Often called ARMD or AMD, Age related macular degeneration is one of the primary causes of blindness and vision loss among older Americans. This medical condition is caused by a result of vision loss in the macular or the vision field center due to retina damage. It occurs in ‘wet’ or ‘dry’ forms. In older adults fifty years old and above, it is a main cause of visual impairment and blindness, affecting between thirty to fifty million individuals around the globe. This disease can make it impossible or difficult to recognize or read faces although vision in the periphery allows other daily life activities to occur.
In itself, macular degeneration won’t lead to being totally blind. In many cases, peripheral vision remains. Other conditions that may complicate things include untreated glaucoma, severe trauma or stroke. Total vision loss is something that few patients of macular degeneration go through.
Family history plays a part in developing this disease. Those with a relative that has it will have a fifty per cent chance of developing macular degeneration in its late stages as well. Also, around ten per cent of individuals that are between sixty-six to seventy-four years old will have macular degeneration findings. If you have Stargardt’s disease, there is a higher risk of you developing AMD later on. There is also a gene for macular degeneration that increases risk factors. Other risk factors include consuming high amounts of fat, abdominal obesity, elevated cholesterol and individuals with high blood pressure. In addition, smoking, vitamin D deficiency, exposure to sunlight and being Caucasian does play a part in increasing the chances of developing this disease later on in life.
Symptoms and Signs
- Macular degeneration has a few symptoms and signs that include
- In an Amsler grid straight lines seem to curve
- Less sensitivity to contrast
- Trouble discerning light colors from other light colors and dark colors from other lighter colors.

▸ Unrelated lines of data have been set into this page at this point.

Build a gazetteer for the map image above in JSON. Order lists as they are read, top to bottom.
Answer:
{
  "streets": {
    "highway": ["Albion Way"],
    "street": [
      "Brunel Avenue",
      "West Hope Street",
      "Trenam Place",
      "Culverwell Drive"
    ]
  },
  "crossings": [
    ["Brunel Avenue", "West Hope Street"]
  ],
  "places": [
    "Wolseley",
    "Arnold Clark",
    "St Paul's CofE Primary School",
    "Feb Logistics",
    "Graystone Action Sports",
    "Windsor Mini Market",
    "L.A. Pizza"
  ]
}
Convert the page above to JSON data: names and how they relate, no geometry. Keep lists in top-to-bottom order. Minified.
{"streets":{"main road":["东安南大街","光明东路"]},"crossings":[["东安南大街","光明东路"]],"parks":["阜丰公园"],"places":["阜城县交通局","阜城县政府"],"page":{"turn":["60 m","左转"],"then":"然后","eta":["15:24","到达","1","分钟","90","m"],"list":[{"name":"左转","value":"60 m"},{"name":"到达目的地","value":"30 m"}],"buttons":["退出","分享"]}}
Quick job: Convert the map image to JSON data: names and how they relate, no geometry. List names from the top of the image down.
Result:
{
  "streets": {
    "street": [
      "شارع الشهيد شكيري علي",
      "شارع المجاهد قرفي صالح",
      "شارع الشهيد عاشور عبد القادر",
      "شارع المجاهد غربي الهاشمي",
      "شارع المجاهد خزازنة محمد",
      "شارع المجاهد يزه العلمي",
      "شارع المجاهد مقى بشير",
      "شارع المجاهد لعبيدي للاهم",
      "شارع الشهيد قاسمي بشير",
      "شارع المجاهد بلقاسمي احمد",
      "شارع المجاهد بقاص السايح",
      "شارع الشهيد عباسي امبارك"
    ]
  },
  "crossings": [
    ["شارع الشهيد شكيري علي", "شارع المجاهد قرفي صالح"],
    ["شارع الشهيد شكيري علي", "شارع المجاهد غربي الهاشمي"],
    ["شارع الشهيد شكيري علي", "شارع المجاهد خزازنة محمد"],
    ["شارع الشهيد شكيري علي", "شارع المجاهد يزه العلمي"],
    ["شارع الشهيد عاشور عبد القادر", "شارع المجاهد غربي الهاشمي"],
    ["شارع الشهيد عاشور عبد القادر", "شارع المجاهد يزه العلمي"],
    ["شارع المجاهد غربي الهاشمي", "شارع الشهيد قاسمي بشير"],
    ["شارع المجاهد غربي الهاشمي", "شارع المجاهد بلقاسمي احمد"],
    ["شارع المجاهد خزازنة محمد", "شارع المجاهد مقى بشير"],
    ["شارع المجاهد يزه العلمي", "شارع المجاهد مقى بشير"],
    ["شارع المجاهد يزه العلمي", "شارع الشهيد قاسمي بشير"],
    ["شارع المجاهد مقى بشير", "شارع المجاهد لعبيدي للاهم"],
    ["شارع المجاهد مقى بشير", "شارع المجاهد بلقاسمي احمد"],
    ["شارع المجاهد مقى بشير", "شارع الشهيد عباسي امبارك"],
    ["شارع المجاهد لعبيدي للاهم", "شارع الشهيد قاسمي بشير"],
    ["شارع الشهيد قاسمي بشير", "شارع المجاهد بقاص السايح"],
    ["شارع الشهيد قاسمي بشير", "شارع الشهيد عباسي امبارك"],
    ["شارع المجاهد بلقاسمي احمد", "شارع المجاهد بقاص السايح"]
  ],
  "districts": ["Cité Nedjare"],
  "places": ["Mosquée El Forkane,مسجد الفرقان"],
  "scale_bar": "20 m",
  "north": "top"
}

- Missing areas of vision or seeing shadowy areas, called central scotomas
- Blurry vision
- Geographic and incipient atrophy
- Metamorphopsia distorted vision
- Changes in pigments
- Tiny extracellular material accumulations that build up on the retina called Drusen
Wet and Dry
Macular degeneration may either be wet or dry. The diagnosis involves wet or neovascular or dry, or non-neovascular. These refer to the area’s growth of new blood vessels such as the macula where there really shouldn’t be. Compared to the wet form, the dry form is more common. The disease in the wet form usually leads to vision loss that is more serious.
- Wet Macular Degeneration
Also called neovascular degeneration, the wet form of macular degeneration occurs when there is new blood vessel growth which leak fluid and blood from beneath. This leak causes damage to retinal light sensitive cells which turn out to be permanent.
- Dry Macular Degeneration
This is the diagnosis when Drusen or yellow spots begin accumulating around and within the macula. Deposits or debris from tissue that has deteriorated is thought to be the cause of these spots. The best way to protect your eyes from dry macular degeneration is to wear sunglasses, eat a healthy diet and protect your eyes from harmful UV rays.
Age-Related Macular Degeneration
Usually, this type of macular degeneration results in a painless, slow vision loss. There can even be sudden vision loss in rare cases. One way to tell if you are having problems with vision such as this is to look at an Amsler Grid and check to see if you are seeing things as they are or if the lines appear curved.